Versorgung eines Leistenbruchs speziell per TAPP-Technik (Transabdominelle Präperitoneale Patch-Technik)
Ein Leistenbruch (Leistenhernie) ist eine ausgebildete Lücke mit Bruchsack im Leistenbereich, die vorwiegend beim erwachsenen Mann entsteht. Vor allem bei Beschwerden sollte ein Leistenbruch operativ versorgt werden. Die TAPP-Technik stellt ein schonendes und sicheres Verfahren zur Beseitigung von Leistenhernien dar.
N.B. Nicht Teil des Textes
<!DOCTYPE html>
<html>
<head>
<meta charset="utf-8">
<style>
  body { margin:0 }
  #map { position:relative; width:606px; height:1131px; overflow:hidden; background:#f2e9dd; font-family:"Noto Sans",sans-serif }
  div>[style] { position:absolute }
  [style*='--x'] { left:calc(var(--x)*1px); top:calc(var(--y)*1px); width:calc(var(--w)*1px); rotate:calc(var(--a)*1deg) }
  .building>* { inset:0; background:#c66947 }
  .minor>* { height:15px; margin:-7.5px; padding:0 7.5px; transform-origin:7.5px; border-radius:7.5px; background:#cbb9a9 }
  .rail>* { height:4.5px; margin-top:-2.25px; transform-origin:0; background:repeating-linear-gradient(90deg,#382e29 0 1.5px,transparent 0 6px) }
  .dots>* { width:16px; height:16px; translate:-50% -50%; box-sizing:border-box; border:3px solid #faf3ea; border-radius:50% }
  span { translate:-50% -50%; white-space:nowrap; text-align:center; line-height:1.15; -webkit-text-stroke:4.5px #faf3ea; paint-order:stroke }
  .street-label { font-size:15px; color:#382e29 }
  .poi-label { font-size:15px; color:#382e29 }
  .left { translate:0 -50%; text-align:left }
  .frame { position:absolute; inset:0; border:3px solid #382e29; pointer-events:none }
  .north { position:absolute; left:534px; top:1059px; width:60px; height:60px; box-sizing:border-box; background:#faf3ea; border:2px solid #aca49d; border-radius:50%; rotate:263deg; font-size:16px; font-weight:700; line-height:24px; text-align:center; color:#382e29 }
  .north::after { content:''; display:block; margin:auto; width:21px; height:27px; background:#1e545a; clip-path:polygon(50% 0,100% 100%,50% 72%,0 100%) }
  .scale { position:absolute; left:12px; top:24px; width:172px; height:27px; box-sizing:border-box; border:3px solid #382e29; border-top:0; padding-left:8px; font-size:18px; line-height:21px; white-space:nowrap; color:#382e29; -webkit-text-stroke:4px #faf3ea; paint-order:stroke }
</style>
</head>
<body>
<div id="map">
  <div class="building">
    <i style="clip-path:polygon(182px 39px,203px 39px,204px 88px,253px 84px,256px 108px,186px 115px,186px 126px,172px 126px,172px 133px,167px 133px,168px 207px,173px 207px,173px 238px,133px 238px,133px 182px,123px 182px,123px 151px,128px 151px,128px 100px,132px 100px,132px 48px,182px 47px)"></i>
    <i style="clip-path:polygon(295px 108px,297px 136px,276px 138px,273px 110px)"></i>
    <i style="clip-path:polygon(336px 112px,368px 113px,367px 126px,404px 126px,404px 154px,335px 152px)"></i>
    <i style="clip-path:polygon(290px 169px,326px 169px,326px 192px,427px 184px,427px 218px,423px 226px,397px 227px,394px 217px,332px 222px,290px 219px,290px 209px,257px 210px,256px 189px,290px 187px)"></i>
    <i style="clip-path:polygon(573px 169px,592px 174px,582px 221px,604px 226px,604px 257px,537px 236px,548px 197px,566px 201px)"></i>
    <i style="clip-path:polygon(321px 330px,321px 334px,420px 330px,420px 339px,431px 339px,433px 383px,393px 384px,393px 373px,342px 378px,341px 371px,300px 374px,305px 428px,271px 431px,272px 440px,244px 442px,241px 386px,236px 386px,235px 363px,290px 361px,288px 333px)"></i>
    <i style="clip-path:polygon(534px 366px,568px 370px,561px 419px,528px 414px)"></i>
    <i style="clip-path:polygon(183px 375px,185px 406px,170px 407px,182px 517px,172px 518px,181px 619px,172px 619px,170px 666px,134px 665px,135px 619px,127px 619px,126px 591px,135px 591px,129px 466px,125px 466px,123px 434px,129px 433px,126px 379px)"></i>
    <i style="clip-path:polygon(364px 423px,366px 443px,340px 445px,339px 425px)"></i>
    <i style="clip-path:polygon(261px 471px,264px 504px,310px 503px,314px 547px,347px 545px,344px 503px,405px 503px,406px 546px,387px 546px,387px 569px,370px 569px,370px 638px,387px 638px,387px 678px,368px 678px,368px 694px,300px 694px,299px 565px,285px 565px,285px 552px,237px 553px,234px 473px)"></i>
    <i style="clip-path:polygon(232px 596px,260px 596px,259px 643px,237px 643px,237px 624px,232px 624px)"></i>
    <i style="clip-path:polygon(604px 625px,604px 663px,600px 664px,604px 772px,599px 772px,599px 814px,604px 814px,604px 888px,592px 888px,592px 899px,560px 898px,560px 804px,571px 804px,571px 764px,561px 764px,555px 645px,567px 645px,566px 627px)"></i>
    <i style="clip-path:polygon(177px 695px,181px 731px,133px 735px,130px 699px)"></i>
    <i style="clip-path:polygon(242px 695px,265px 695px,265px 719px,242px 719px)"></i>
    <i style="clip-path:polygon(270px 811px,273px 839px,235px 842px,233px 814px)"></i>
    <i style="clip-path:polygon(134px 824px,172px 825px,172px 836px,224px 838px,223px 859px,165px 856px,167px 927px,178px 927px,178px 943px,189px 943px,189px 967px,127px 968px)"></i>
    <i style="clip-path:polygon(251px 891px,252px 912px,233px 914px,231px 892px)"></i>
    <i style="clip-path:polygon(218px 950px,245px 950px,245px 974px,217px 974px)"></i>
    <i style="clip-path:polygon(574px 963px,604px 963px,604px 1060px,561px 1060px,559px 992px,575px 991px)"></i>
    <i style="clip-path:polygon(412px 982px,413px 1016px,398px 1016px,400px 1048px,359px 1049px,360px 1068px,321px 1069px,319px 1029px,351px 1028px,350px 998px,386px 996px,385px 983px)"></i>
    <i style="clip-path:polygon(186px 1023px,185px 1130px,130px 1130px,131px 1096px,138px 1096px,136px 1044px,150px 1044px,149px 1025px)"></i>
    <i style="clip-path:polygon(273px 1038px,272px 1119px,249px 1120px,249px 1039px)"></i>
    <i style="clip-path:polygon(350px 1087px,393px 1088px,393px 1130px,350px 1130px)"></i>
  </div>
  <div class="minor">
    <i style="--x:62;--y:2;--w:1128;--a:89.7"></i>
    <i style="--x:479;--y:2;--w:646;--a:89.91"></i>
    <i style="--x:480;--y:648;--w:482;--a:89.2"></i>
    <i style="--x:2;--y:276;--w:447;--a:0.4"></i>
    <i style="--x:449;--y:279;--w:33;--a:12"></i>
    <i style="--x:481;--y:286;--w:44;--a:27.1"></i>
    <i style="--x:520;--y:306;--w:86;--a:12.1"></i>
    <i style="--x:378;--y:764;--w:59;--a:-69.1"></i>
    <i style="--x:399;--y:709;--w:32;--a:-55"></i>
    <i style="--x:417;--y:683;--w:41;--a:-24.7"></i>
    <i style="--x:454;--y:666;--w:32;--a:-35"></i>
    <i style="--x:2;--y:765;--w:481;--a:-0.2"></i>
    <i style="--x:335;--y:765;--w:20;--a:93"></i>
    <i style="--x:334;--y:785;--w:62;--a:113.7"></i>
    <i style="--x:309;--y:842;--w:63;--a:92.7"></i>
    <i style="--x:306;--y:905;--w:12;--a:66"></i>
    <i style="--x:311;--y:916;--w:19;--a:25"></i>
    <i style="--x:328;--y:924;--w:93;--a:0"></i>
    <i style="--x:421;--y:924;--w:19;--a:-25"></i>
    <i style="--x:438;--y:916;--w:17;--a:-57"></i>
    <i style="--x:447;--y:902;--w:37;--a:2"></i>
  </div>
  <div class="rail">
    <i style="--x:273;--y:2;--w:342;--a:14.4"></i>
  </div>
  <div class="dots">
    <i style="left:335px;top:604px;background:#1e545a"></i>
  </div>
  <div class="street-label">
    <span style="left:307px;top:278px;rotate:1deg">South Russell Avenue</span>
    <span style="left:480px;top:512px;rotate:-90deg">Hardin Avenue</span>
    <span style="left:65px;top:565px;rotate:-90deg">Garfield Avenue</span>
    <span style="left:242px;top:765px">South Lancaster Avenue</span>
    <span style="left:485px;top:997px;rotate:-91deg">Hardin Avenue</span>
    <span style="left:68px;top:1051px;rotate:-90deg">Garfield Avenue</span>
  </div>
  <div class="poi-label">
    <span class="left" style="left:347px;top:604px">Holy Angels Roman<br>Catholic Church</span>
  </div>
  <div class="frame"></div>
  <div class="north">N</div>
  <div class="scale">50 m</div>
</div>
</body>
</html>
Was ist ein Leistenbruch? Mit welchen Symptomen äußert sich die Leistenhernie?
Ein
Leistenbruch, auch Leistenhernie genannt, ist eine ausgebildete Lücke mit Bruchsack im Leistenbereich zumeist beim Mann. Normalerweise befindet sich im Leistenniveau der Leistenkanal, der den Samenstrang und die den Hoden versorgenden Gefäße beinhaltet. Wenn sich dieser Kanal ausweitet, kommt es hierdurch zu einer Ausstülpung von Bauchfell (Bruchsack) und der
Leistenbruch ist ausgebildet. Hierin findet man Bauchinhalt, im Extremfall Darmanteile, und es kann von außen zu einer sichtbaren und tastbaren Schwellung kommen. Diese führt vor allem bei Bewegung zu
Schmerzen oder einem Druck-/Instabilitätsgefühl. Wenn Darm nach außen vorfällt, kann dieser im schlimmsten Fall einklemmen und es besteht eine
Notfallsituation, die einer sofortigen Operation bedarf.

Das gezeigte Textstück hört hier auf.